Tale of Two RTNs: Rigorous Evaluation of Real-Time Network GNSS Observations
Publication: Journal of Surveying Engineering
Volume 144, Issue 2
Abstract
Real-time networks (RTNs) have become popular for global navigation satellite system (GNSS) surveys because highly accurate positions can be derived in seconds to a few minutes compared with the many minutes and hours required with postprocessed static sessions. To evaluate the accuracy of these shorter-duration RTN GNSS observations and their potential for use as a source for establishing geodetic control, data collected from two National Geodetic Survey (NGS) surveys in South Carolina and Oregon were studied in detail. This article explores the horizontal and vertical accuracy of real-time observations as a function of observation duration, examines the influence of the inclusion of Globalnaya Navigazionnaya Sputnikovaya Sistema (GLONASS) observables, compares results from real-time kinematic (RTK) positioning using a single base station versus a network of base stations, and assesses the effect of baseline length on accuracy. Thirty-eight passive marks were repeatedly observed with GNSS using a RTN in the two study areas for a variety of different observation times, ranging from 5 s to 15 min. An optimal real-time observation duration was found in the range of 180 to 300 s. The real-time data acquired using a network of base stations tended to be more accurate and precise than single-base RTK data, especially vertically. Further, the addition of GLONASS observables helped obtain more fixed solutions at longer baseline lengths than solutions based solely on global positioning system (GPS) observables and showed a slight improvement in accuracy, particularly for stations with poorer satellite visibility.
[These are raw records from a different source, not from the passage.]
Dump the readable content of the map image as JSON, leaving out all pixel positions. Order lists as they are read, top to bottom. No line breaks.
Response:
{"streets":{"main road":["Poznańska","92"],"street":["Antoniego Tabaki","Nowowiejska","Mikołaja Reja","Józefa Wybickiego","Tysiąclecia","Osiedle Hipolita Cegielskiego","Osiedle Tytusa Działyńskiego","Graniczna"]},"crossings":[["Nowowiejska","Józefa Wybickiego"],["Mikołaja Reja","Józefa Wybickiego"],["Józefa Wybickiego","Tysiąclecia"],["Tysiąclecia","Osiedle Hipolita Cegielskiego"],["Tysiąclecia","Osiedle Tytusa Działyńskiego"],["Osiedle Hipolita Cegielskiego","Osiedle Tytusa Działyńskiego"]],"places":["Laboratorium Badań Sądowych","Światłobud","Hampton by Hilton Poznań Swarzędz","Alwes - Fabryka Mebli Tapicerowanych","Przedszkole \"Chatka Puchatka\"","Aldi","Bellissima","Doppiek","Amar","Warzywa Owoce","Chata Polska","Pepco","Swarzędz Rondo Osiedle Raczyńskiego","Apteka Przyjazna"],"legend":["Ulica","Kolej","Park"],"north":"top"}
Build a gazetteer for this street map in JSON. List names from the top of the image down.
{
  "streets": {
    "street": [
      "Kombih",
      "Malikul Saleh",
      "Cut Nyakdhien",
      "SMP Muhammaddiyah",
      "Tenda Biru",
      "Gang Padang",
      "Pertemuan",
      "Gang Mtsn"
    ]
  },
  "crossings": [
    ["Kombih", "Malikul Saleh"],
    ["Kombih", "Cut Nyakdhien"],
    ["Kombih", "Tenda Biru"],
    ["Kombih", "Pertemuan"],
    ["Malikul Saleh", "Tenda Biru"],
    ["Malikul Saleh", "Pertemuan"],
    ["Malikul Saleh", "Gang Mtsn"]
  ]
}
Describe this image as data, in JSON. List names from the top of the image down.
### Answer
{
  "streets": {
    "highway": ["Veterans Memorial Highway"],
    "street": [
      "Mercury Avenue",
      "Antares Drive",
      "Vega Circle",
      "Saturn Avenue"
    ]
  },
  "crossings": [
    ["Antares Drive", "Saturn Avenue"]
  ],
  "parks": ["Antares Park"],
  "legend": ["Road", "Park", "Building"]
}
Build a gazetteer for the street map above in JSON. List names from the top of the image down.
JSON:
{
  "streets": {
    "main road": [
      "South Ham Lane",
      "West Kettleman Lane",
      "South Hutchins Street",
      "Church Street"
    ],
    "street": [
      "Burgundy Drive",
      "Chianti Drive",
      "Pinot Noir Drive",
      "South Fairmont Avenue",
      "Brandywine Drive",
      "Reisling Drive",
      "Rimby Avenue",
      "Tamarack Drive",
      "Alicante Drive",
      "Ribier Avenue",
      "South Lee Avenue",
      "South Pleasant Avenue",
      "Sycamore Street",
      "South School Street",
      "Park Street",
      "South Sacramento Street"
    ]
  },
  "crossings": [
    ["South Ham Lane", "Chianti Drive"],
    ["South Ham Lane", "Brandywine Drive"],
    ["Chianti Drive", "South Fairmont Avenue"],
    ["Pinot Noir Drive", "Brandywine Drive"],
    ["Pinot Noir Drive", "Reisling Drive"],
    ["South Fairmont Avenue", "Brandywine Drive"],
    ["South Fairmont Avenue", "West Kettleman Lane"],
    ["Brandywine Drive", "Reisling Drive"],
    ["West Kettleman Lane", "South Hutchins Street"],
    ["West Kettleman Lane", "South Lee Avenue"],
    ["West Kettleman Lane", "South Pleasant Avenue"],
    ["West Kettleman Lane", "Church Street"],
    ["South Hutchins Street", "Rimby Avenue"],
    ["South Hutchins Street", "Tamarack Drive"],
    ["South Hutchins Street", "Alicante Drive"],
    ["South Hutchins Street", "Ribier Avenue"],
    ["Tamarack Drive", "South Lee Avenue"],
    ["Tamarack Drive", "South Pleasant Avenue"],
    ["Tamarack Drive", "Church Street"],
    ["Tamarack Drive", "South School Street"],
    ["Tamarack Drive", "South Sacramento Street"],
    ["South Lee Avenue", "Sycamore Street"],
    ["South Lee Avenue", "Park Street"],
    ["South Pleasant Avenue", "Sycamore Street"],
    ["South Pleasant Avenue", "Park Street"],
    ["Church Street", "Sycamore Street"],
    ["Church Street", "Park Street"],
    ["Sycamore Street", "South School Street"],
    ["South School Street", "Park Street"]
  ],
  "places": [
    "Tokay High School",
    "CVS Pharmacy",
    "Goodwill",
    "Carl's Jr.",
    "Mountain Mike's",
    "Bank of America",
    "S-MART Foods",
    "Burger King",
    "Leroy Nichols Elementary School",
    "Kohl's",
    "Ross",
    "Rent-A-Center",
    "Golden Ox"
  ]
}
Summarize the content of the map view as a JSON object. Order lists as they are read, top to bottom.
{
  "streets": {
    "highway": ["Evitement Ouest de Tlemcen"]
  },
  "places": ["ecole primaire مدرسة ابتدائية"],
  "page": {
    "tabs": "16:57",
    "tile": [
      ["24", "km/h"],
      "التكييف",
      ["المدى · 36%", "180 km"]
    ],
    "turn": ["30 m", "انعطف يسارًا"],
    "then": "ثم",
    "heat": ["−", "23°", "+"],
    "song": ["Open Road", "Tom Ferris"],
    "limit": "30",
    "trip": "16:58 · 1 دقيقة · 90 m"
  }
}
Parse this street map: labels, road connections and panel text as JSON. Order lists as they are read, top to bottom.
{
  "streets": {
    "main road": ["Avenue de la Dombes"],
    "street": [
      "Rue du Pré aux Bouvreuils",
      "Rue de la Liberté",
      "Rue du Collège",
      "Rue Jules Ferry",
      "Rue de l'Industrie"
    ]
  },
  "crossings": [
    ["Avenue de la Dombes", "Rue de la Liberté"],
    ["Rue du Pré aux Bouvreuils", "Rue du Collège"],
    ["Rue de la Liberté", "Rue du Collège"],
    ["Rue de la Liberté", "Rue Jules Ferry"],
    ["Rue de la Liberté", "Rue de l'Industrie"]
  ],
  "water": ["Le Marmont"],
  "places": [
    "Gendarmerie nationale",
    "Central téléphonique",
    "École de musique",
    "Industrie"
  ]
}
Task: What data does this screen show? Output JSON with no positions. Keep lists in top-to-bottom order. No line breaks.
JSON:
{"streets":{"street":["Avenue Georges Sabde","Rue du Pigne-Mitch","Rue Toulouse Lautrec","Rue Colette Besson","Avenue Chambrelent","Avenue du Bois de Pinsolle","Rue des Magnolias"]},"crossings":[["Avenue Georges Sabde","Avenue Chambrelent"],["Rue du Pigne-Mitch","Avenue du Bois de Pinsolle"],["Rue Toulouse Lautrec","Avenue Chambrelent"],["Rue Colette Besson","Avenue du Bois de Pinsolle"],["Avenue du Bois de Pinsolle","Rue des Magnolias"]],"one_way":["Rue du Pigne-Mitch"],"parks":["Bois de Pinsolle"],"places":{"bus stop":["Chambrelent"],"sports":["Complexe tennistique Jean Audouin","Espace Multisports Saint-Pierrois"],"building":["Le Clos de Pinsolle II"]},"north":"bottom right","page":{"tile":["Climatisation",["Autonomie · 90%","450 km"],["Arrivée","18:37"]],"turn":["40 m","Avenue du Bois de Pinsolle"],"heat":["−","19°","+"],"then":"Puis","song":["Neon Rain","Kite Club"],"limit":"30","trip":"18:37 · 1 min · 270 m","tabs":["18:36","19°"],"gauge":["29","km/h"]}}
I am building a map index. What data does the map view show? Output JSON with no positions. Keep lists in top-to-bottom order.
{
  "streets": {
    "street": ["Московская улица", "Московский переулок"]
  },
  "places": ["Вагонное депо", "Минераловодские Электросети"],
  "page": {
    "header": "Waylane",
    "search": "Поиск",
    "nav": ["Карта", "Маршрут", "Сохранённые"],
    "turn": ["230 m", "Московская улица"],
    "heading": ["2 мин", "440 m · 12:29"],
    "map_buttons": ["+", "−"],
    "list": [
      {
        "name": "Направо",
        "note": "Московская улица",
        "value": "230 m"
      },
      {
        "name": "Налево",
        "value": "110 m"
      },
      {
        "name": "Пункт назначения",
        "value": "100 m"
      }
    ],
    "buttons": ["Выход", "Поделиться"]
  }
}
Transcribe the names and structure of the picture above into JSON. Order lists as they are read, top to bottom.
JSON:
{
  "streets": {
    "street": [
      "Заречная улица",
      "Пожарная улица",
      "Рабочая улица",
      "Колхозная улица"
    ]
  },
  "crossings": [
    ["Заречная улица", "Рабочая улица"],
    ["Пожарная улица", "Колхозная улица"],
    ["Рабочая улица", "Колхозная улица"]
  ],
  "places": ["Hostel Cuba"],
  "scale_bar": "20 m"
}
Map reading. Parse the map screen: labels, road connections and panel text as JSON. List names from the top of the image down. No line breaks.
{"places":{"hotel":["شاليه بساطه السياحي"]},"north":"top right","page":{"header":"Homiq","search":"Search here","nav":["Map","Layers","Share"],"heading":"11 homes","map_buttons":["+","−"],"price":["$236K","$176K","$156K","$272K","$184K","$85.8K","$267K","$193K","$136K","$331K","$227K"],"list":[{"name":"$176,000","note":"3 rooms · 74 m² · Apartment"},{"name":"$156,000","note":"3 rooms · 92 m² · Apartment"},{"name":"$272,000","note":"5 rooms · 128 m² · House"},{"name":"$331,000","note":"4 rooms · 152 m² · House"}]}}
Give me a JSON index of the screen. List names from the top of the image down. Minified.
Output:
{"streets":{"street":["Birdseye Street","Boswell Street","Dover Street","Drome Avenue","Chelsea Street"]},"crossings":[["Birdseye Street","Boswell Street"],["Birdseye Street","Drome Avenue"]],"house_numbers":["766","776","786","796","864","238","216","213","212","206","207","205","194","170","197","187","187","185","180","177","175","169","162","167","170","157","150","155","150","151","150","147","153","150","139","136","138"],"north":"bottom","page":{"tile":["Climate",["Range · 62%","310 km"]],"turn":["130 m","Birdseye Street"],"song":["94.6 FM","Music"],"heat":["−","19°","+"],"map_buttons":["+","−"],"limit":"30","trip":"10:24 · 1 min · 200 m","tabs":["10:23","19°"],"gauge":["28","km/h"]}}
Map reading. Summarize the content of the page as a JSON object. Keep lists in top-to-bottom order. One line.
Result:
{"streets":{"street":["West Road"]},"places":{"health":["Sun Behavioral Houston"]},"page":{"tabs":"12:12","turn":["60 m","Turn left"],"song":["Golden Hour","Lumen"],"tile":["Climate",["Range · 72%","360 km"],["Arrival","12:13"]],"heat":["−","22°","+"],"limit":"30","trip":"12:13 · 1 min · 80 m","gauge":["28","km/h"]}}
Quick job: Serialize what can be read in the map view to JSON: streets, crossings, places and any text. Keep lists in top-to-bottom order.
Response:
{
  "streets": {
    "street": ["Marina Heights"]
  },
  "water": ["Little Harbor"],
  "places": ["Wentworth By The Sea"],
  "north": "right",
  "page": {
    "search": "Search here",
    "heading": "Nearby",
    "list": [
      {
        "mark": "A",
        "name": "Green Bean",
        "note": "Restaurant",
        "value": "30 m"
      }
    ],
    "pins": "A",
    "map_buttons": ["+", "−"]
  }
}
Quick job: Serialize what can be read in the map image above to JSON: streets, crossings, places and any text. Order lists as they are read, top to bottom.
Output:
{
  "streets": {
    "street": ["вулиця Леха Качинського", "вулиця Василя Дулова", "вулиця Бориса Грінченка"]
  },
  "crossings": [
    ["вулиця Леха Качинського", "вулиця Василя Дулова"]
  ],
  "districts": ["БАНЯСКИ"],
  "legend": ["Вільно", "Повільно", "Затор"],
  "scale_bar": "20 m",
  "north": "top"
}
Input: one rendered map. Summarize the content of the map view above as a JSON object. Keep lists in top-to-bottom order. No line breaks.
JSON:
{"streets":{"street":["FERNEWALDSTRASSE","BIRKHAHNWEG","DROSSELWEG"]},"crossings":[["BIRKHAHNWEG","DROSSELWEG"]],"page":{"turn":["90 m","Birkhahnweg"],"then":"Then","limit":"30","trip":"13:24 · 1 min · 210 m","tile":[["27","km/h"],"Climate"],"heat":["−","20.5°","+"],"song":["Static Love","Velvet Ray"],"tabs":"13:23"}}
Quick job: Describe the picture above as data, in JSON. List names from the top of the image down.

Get full access to this article
View all available purchase options and get full access to this article.
Acknowledgments
The National Oceanic and Atmospheric Administration funded this research study by cooperative agreement via the Cooperative Institute for Marine Resources Studies (CIMRS), Award Number NA11OAR4320091. The authors appreciate Leica Geosystems and David Evans and Associates for providing hardware and software utilized in this study. Graduate student Brian Weaver also assisted with the data processing for this study. Oregon State University civil engineering students Michael Eddy, Marian Jamieson, Nathan Jones, and Tyler Wall assisted with the GNSS survey in Oregon. Mahyar Sharifi-Mood also assisted with code development and generating some of the plots. Drs. Jihye Park and Jim Kiser provided valuable feedback to the study. The lead author also acknowledges the support of the Oregon State University Laurels Block Grant and International Fellowship for providing additional financial assistance.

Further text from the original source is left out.